Primal Screen
MLK: The Assassination Tapes re-creates a tragic event
Published: February 8, 2012
MLK: The Assassination Tapes (8pm Sunday, Smithsonian Channel)
This doc re-creates the days before and after Martin Luther King Jr.’s assassination using TV and radio reports from the time, most not broadcast since 1968. It gives you the feeling that you’re living through the civil rights leader’s last minutes.
You’re right there on the Memphis street as police rough up protesters during King’s demonstration in support of striking sanitation workers. “There goes another tear gas canister,” notes a TV reporter on the scene.
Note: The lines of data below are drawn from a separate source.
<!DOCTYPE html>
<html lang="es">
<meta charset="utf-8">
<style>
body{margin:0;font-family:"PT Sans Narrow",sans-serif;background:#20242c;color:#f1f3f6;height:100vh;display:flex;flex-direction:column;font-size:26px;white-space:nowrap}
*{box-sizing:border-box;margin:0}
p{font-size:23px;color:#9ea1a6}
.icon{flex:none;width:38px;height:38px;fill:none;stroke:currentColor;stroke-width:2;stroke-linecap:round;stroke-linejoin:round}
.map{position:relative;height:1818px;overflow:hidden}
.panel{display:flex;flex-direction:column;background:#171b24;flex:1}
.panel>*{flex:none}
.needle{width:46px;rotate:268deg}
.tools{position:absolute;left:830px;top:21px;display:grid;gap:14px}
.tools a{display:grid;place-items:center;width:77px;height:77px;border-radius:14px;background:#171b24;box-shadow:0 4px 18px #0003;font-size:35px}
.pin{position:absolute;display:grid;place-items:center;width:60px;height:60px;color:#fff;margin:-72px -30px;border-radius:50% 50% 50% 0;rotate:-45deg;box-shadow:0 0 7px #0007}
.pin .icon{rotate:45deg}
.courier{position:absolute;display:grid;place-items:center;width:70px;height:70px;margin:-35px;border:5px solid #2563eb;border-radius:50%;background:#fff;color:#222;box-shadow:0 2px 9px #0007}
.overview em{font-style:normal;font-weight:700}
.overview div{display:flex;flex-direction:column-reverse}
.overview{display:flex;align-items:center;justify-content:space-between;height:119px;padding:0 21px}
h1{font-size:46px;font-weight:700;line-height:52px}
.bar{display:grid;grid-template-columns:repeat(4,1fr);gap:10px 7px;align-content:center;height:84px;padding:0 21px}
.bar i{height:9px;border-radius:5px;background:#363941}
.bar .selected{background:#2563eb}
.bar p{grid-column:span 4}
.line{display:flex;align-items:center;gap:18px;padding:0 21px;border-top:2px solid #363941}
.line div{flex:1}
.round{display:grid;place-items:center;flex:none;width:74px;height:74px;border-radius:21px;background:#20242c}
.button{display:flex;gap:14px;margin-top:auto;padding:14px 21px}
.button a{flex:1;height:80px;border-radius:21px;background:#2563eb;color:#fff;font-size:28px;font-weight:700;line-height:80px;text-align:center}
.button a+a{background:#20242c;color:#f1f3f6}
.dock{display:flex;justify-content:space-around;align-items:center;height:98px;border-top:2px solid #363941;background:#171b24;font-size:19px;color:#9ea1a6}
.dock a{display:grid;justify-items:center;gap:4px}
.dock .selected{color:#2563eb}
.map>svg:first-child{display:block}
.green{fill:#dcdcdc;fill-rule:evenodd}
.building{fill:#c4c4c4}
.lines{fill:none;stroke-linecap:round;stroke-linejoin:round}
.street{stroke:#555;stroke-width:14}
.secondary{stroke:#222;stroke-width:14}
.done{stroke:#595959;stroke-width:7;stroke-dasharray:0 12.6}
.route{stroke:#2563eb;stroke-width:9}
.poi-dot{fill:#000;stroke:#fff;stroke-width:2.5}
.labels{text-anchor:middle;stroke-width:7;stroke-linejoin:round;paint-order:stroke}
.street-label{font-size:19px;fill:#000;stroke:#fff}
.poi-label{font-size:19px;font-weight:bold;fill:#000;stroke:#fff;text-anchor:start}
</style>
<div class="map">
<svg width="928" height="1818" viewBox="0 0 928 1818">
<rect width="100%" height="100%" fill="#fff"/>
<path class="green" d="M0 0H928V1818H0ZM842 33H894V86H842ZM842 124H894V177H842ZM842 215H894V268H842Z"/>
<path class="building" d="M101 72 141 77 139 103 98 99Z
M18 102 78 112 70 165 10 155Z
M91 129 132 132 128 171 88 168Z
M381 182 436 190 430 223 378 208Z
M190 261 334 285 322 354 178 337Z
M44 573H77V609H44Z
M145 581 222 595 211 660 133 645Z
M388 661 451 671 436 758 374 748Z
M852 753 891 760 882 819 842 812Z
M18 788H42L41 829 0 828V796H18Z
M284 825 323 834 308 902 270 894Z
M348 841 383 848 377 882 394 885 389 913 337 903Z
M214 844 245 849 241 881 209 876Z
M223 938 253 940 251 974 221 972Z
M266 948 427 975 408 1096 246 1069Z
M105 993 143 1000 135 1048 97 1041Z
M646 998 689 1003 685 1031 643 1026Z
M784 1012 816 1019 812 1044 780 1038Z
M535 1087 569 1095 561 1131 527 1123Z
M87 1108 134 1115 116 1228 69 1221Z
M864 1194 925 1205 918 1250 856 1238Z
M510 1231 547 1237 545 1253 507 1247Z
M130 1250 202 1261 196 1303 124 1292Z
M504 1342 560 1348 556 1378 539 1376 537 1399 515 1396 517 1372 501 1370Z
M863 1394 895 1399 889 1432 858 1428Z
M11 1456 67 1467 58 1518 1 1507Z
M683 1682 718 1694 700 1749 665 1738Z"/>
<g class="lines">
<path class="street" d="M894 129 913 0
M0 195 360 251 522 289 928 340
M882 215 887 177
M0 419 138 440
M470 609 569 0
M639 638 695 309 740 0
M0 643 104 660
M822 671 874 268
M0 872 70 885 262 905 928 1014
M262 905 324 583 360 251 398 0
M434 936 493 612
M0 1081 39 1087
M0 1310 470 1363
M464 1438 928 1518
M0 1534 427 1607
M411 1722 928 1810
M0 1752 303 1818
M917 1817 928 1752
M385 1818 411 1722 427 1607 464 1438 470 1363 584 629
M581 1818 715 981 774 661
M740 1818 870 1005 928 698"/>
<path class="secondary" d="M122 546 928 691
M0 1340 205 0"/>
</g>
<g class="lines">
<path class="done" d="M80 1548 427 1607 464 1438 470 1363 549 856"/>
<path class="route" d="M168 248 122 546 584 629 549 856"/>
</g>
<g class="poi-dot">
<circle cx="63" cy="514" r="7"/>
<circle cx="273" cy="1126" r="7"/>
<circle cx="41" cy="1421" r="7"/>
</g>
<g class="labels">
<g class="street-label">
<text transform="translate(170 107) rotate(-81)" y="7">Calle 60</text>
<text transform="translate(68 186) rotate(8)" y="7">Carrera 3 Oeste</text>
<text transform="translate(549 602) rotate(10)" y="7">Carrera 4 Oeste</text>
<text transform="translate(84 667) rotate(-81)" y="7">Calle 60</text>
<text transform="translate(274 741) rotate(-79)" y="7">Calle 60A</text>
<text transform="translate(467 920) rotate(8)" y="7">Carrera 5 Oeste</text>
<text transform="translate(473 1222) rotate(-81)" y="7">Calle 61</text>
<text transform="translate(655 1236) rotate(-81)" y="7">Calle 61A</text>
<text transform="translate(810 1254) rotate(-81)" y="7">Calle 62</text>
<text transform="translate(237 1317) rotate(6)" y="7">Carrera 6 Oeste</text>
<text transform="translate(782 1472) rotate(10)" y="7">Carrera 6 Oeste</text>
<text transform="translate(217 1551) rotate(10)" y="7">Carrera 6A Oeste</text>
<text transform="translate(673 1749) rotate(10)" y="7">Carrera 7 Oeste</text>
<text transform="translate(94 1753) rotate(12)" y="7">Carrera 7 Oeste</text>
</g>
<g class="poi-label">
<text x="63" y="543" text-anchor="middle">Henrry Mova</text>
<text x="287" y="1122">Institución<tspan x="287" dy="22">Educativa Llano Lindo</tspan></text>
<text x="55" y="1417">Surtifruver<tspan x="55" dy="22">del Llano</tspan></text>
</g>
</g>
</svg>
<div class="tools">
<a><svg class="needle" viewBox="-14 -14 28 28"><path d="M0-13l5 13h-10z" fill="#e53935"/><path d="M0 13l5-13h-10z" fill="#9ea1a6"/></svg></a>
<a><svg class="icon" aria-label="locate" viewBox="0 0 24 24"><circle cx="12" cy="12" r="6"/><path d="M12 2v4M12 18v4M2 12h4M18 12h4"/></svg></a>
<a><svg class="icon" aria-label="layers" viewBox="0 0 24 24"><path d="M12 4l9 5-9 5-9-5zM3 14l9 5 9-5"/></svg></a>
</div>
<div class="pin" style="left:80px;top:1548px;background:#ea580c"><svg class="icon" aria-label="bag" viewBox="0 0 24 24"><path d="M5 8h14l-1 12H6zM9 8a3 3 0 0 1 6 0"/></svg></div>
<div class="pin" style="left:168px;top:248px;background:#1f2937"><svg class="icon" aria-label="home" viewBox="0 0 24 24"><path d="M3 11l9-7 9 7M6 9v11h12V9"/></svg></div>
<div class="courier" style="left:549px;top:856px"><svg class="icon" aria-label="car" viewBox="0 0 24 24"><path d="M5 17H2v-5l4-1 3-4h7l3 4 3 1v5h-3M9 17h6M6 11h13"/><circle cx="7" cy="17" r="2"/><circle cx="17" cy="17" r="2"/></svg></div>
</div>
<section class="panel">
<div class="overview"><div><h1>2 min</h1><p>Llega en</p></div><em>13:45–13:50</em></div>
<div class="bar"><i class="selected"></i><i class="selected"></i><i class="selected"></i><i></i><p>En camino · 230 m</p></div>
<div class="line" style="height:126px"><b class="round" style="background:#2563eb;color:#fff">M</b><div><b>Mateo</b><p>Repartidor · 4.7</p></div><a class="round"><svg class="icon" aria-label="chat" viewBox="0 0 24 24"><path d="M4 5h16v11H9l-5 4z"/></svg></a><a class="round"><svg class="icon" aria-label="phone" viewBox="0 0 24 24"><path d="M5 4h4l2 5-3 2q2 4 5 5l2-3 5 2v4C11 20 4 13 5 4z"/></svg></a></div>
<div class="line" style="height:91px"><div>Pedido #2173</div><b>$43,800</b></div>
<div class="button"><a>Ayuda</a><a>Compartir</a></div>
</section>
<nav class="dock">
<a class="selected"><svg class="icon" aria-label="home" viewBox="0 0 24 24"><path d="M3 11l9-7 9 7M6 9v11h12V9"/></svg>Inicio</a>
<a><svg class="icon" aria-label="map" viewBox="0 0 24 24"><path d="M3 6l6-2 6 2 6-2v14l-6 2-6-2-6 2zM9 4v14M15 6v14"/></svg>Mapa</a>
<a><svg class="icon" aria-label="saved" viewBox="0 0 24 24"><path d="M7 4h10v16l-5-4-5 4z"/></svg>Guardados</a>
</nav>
You’re listening to a police scanner seconds after the murder. “You are to form a ring around the Lorraine Hotel. No one is to enter or leave.”
Yes, it’s a plunge back into hell. The only thing that makes the program bearable is footage of positive developments immediately following the tragedy. A group of white ministers, for example, had luck petitioning Memphis’ previously inflexible mayor on the sanitation strike: “We are persuaded that only when a spirit of flexibility and good will dominates can true peace and progress come to our city.”
It’s a small consolation, but I’ll take it.
Grammy Awards (7pm Sunday, CBS)
Rihanna will wear a shockingly revealing outfit in a duet with Coldplay; Kelly Clarkson will hit an ear-shattering high note; and Nicki Minaj will don a two-foot-high pink wig. The ceremony will also feature performances by Paul McCartney and Bruno Mars.
In other words, a fun night, though nothing we haven’t seen before. Nothing on the schedule promises out-of-the-ordinary thrills, like Florence and the Machine’s ecstatic “Dog Days Are Over” at the MTV Video Music Awards or Lady Gaga’s ash-smeared duet with Elton John at the Grammys a couple years ago.
Maybe if McCartney wears the shockingly revealing outfit and Bruno Mars dons the two-foot-high pink wig?
Worst Cooks in America (8pm Sunday, Food Network)
This competition features the 16 worst cooks in America, as nominated by their long-suffering families. The cook who makes the most progress wins $25,000 (most of which, I suspect, will be spent on carryout food).
In the season premiere, the cooks make an inedible mess of pancakes with vanilla whipped cream and cinnamon maple syrup.
Here’s an idea: How about just adding more whipped cream and syrup? Now give me my $25,000!
House of Lies (9pm Sunday, Showtime)
This new series is a satire of the management-consultant racket. Don Cheadle plays a high-priced business expert (read: con artist) who convinces fat cats to waste millions on his team of MBA’s (Kristen Bell, Ben Schwartz, Josh Larson). It’s hard to root for the consultants, however, since they’re as grotesque as their clients. Cheadle’s character is a particularly unappealing antihero — foulmouthed, corrupt, manipulative, and heartless.